Защитник повысил голос:
– Иными словами, уверены ли вы, что этих, будто бы искаженных абзацев не было в вашей первоначальной рукописи?
Социолог приподнялся в кресле.
– Это… э-э-э… э-э-э… просто нелепо! У меня есть гранки…
От негодования он был не в силах продолжать, и представитель обвинения, поднявшись с места, вкрадчиво обратился к судье:
– Ваша честь, с вашего позволения я намереваюсь представить в качестве вещественного доказательства корректурные листы, переданные доктором Нинхеймером роботу И-Зэт-27, и корректурные листы, отправленные указанным роботом в издательство. Я готов, если того пожелает мой многоуважаемый коллега, сделать это немедленно и нисколько не буду возражать против перерыва заседания с целью сравнения двух экземпляров корректуры.

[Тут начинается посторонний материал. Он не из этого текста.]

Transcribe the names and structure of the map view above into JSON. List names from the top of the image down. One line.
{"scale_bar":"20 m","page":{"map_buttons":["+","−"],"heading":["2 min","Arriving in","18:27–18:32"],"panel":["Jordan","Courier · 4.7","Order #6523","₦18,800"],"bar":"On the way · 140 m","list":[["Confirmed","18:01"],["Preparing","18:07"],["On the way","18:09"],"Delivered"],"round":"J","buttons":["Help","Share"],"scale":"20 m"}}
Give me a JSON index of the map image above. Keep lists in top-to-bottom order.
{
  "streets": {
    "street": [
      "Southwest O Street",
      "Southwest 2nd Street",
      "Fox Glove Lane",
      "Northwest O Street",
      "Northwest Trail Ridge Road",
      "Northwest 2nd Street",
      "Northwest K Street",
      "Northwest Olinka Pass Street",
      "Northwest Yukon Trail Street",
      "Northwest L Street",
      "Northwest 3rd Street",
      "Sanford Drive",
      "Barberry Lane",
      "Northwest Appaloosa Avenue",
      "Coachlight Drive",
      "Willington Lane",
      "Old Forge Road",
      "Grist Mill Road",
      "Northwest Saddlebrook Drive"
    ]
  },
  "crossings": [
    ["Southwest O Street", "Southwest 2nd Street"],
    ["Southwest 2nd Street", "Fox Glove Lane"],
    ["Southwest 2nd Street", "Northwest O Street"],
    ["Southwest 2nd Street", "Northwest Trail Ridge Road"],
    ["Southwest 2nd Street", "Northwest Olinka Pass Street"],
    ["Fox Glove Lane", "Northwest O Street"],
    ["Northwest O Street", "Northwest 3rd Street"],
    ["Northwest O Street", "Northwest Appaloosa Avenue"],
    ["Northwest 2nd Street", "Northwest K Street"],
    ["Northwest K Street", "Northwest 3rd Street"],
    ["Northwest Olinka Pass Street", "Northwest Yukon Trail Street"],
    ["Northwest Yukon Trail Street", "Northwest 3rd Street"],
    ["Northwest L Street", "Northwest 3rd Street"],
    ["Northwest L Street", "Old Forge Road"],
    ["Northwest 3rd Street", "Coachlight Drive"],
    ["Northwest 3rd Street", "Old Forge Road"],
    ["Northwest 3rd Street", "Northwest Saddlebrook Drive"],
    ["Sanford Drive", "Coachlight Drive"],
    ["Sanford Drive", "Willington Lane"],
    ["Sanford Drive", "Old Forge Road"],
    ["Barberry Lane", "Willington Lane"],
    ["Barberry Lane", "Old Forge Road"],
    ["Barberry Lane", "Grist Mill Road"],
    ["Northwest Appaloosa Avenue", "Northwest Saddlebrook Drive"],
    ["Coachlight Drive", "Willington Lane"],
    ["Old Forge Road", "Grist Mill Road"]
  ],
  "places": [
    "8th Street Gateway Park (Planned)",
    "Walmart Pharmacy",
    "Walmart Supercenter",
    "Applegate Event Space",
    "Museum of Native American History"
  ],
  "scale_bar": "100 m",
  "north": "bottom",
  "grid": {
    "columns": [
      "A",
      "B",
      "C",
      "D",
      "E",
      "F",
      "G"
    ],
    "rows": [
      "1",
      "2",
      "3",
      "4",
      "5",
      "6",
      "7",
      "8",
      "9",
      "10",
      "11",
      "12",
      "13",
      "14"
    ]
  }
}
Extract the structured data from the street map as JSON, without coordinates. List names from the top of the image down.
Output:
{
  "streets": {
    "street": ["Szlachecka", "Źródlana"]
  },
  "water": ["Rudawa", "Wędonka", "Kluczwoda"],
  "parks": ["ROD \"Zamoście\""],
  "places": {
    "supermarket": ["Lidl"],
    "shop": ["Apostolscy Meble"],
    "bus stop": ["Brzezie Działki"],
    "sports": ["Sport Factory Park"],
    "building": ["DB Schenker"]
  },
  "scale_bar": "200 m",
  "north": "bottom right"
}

– В этом нет нужды, – нетерпеливо отмахнулся защитник. – Мой уважаемый оппонент может представить эти гранки в любое удобное для него время. Я нисколько не сомневаюсь, что в них будут обнаружены противоречия, о которых говорил истец. Мне бы, однако, хотелось узнать у свидетеля, нет ли у него заодно экземпляра гранок, принадлежавшего доктору Бейкеру?
– Гранки доктора Бейкера? – нахмурившись, переспросил Нинхеймер. Он все еще плохо владел собой.
– Именно так, профессор! Меня интересуют гранки доктора Бейкера. Вы сказали, что доктор Бейкер получил от издательства отдельный экземпляр гранок. Я могу попросить секретаря зачитать ваши показания, коль скоро вы стали страдать избирательной потерей памяти. Или это просто характерная профессорская рассеянность, как вы изволили выразиться?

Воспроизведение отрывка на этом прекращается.